He Lived And Loved With Water

April S. Martinez

Octavio Paz’s extraordinary tale of "My Life with the Wave" is exactly about what the title states, a man’s life with a body of water. Paz experiments with the norm and takes literature to a higher level (Christ 375). He plays with our imagination from the start and lets us believe the man has stolen "a daughter of the sea." These two beings try to establish a relationship despite their extremely different backgrounds and in so doing take us on a journey of discovery. The way these two characters react to one another represents the friction found in so many types of relationships. This is a love affair doomed from the beginning but destined to be experienced.

Like so many other wonderful tales from Hispanic cultures, this story blends imaginative events with realism. Just as the filmmakers did in "The Milagro Beanfield War" and "Like Water for Chocolate," Paz encourages you to believe in the incredible. You can almost visualize the wave as a self-contained cubicle of water frothing and pumping itself up against invisible walls.

There are impossible passages that the male character takes in this story that you can enjoy through your imagination. He calls them "his troubles" (Paz 852). Events that revolve around this relationship become his secrets which leads him to alienate himself from the life he once may have had. His relationship with the water develops slowly and the water’s strong and passionate character is revealed. It is clear that the man’s troubles are directly related to the existence of the wave in his life.
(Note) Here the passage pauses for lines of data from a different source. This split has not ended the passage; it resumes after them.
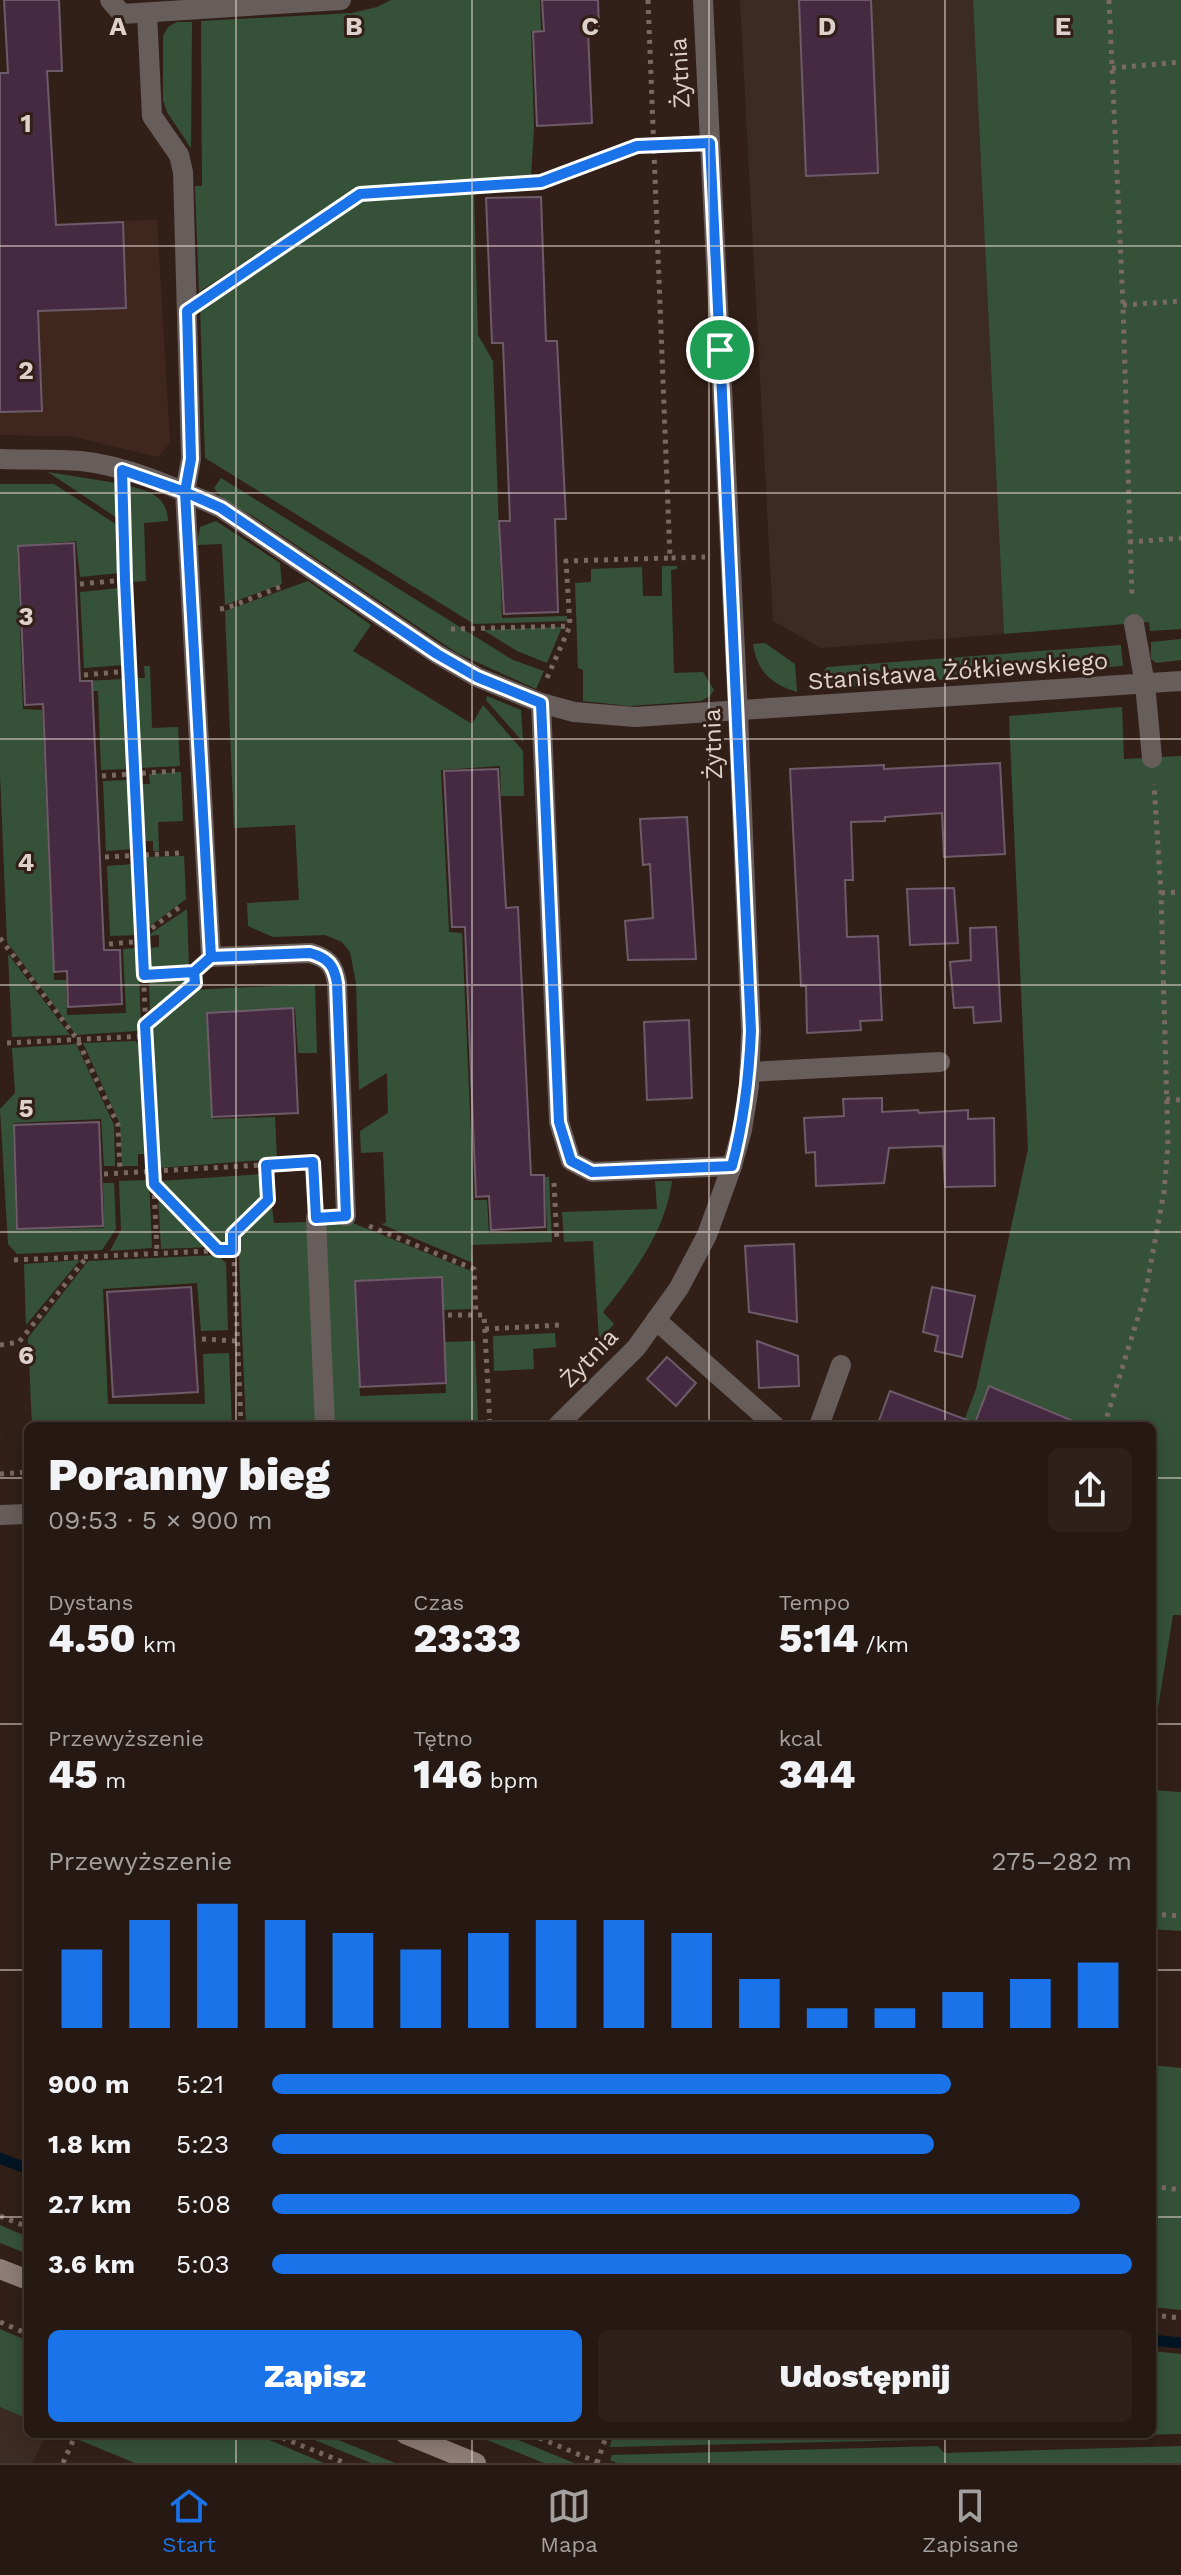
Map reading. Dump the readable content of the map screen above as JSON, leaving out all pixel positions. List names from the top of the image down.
{
  "streets": {
    "street": ["Żytnia", "Stanisława Żółkiewskiego"]
  },
  "crossings": [
    ["Żytnia", "Stanisława Żółkiewskiego"]
  ],
  "page": {
    "heading": ["Poranny bieg", "09:53 · 5 × 900 m"],
    "stats": [
      ["Dystans", "4.50 km"],
      ["Czas", "23:33"],
      ["Tempo", "5:14 /km"],
      ["Przewyższenie", "45 m"],
      ["Tętno", "146 bpm"],
      ["kcal", "344"]
    ],
    "chart": ["Przewyższenie", "275–282 m"],
    "list": [
      {
        "name": "900 m",
        "note": "5:21"
      },
      {
        "name": "1.8 km",
        "note": "5:23"
      },
      {
        "name": "2.7 km",
        "note": "5:08"
      },
      {
        "name": "3.6 km",
        "note": "5:03"
      }
    ],
    "buttons": ["Zapisz", "Udostępnij"],
    "tabs": ["Start", "Mapa", "Zapisane"]
  },
  "grid": {
    "columns": [
      "A",
      "B",
      "C",
      "D",
      "E"
    ],
    "rows": [
      "1",
      "2",
      "3",
      "4",
      "5",
      "6"
    ]
  }
}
Paz presents the wave as real. She is immortal. This is proven when she is left behind on the train when her man is arrested for smuggling her onboard. Moved from the tank to the engine room, the wave becomes steam and finds her way to a place not mentioned to wait for her man’s return. She is a survivor and is well established upon her man’s return.

Paz describes the wave’s insatiable appetite for attention and understanding in an almost unimaginable way. He gives the wave a personality all her own as if to point out that no emotions like hers exist in the human realm. Water is in constant motion and becomes riled when attacked by wind and lightening. It reacts and becomes tempestuous and the reader can see where the wave might resemble a human woman. But she is reactionary at best and tries their relationship.
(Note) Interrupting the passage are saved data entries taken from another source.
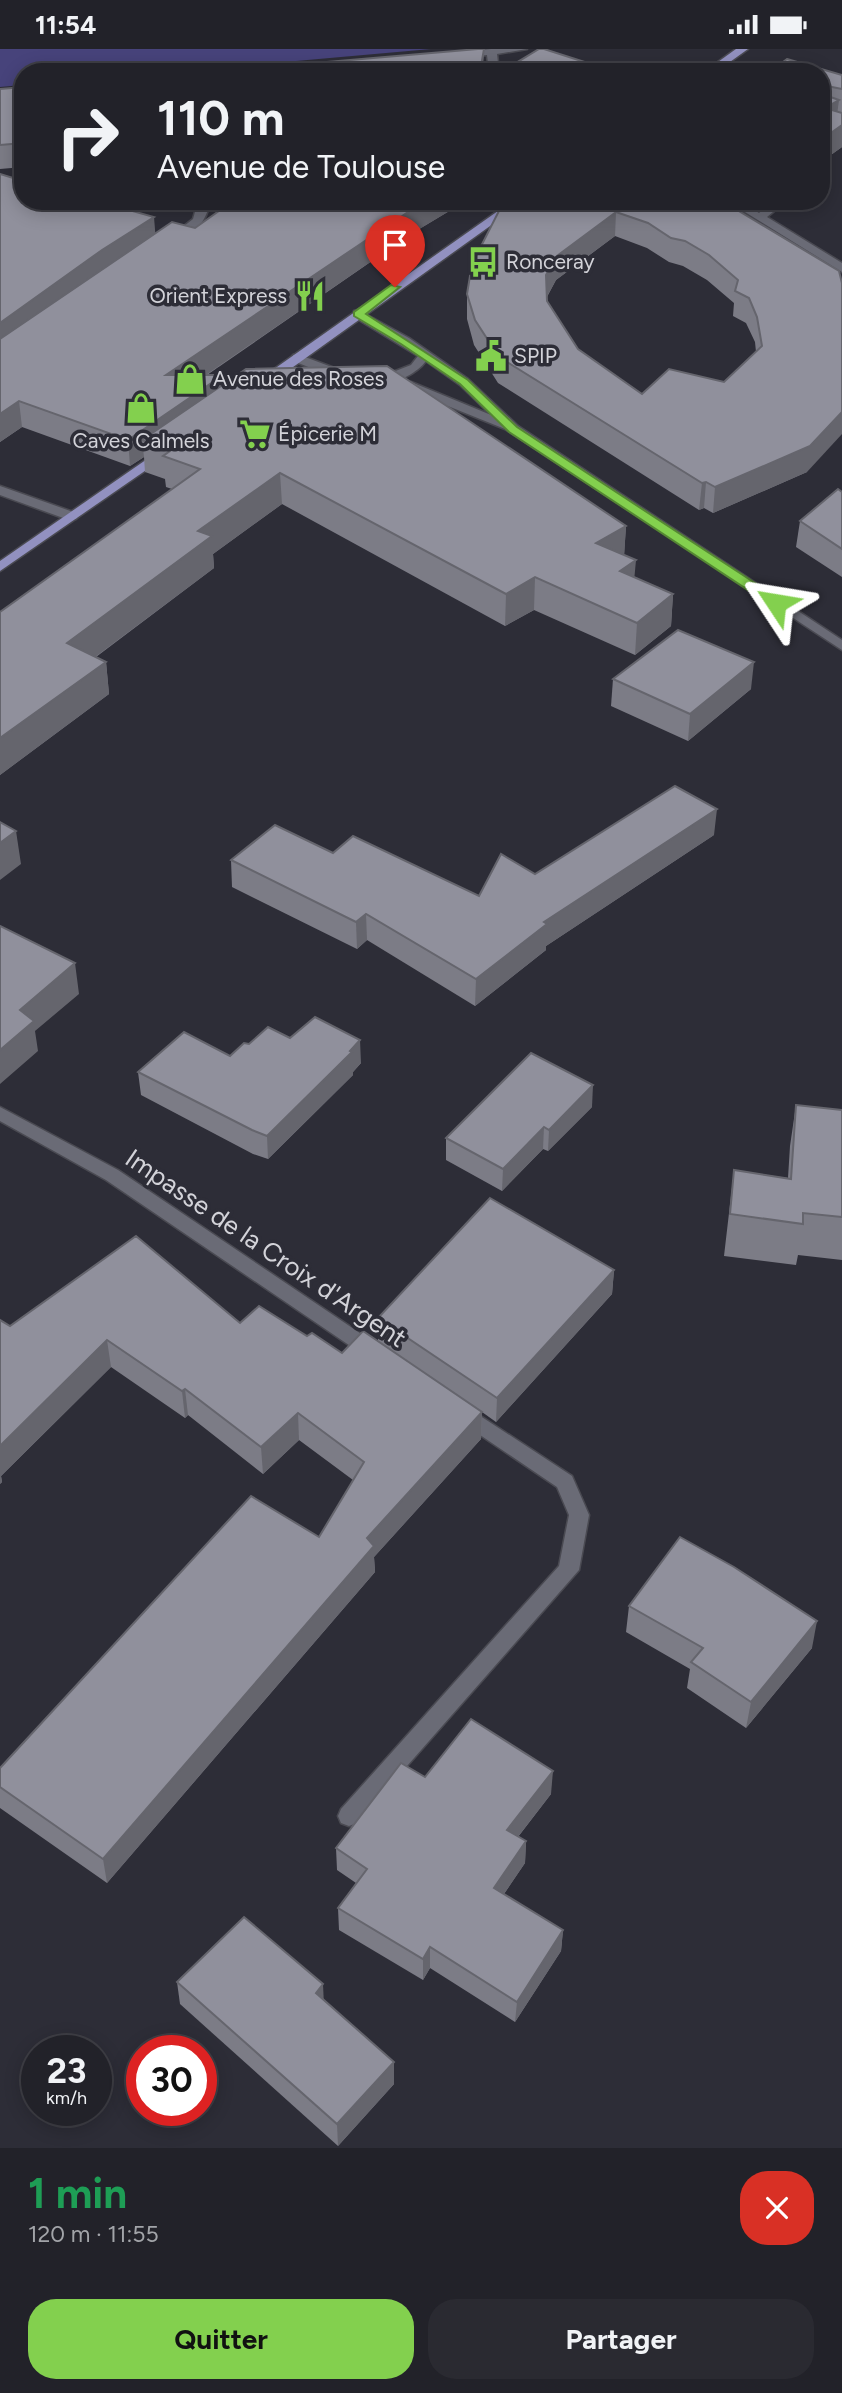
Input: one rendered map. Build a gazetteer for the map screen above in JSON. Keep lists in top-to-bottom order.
{
  "streets": {
    "street": ["Impasse de la Croix d'Argent"]
  },
  "places": {
    "bus stop": ["Ronceray"],
    "restaurant": ["Orient Express"],
    "public building": ["SPIP"],
    "shop": ["Avenue des Roses", "Caves Calmels"],
    "supermarket": ["Épicerie M"]
  },
  "page": {
    "status": "11:54",
    "turn": ["110 m", "Avenue de Toulouse"],
    "speed": "23 km/h",
    "limit": "30",
    "heading": ["1 min", "120 m · 11:55"],
    "buttons": ["Quitter", "Partager"]
  }
}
The wave can in some ways be exactly like a woman. As water, she can envelop the man, lapping and devouring him, and then trying to control him with demands and desperation. The man in the story tries to please the wave, but his attempt only frustrates him. There is realism though in the way the man cares for the wave as if she had the feelings of a human woman.
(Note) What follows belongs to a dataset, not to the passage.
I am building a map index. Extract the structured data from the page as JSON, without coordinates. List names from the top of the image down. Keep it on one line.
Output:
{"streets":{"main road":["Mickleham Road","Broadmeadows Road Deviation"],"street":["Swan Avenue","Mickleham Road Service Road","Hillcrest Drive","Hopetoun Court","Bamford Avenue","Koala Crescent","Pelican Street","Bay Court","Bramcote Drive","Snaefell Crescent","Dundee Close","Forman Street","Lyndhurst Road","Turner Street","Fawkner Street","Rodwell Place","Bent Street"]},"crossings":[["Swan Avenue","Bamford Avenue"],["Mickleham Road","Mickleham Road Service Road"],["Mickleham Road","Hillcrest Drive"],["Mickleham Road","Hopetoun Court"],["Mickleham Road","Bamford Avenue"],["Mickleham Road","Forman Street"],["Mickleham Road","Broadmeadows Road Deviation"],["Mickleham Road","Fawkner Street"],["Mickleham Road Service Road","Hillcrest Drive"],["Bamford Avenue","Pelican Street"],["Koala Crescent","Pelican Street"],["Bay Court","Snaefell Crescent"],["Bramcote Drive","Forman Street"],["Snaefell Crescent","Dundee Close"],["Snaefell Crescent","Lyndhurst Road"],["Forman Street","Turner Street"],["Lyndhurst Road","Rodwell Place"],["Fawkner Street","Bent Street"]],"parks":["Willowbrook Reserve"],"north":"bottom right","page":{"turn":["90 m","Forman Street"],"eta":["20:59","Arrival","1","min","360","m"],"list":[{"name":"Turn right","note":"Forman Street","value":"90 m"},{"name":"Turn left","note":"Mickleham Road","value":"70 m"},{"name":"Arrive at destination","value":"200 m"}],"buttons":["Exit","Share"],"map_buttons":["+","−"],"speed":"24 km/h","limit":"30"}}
The wave knows little about the man and how to love him. She is a force created by nature as is he, but seems to be genetically programmed and unyielding in the sense that she can be nothing but water. She was created to be a life force for sea life. The man feeds her in many ways and Paz explains this symbolically when he states "The horrible fish he fed her laughed with ferocious smiles" as if to say for all his love he got little in return (Paz 854).

The wave can only serve man as a life-giving source, not as a companion. One thing the wave does try to do to save their relationship is change, but the man, who is such a different being, sees nothing different in her incessant metamorphoses (Paz 855). The wave only proves that she is limited in her ability to grow in the relationship. She can give, but it is nothing the man finds desirable or has a need for.

The man grows weary of ignoring his personal affairs and pursues relations with old friends. He meets an old girlfriend who sees his passion and she is moved by this. The unbelievable becomes understandable by an outside person, but Paz still does not reveal that the wave represents anything other than female water. She never becomes anything else.

As winter arrives the wave and the man come to another season of their relationship. The wave grows uncomfortable and is uncontained in her emotions. From somewhere deep within her depths the intolerance of the situation floats to the top. As a result, the man can no longer take her torment or his own. The wave has become charged with electricity, and carbonizes everything she touches. Her sweet embraces become knotty cords that strangle him (Paz 855).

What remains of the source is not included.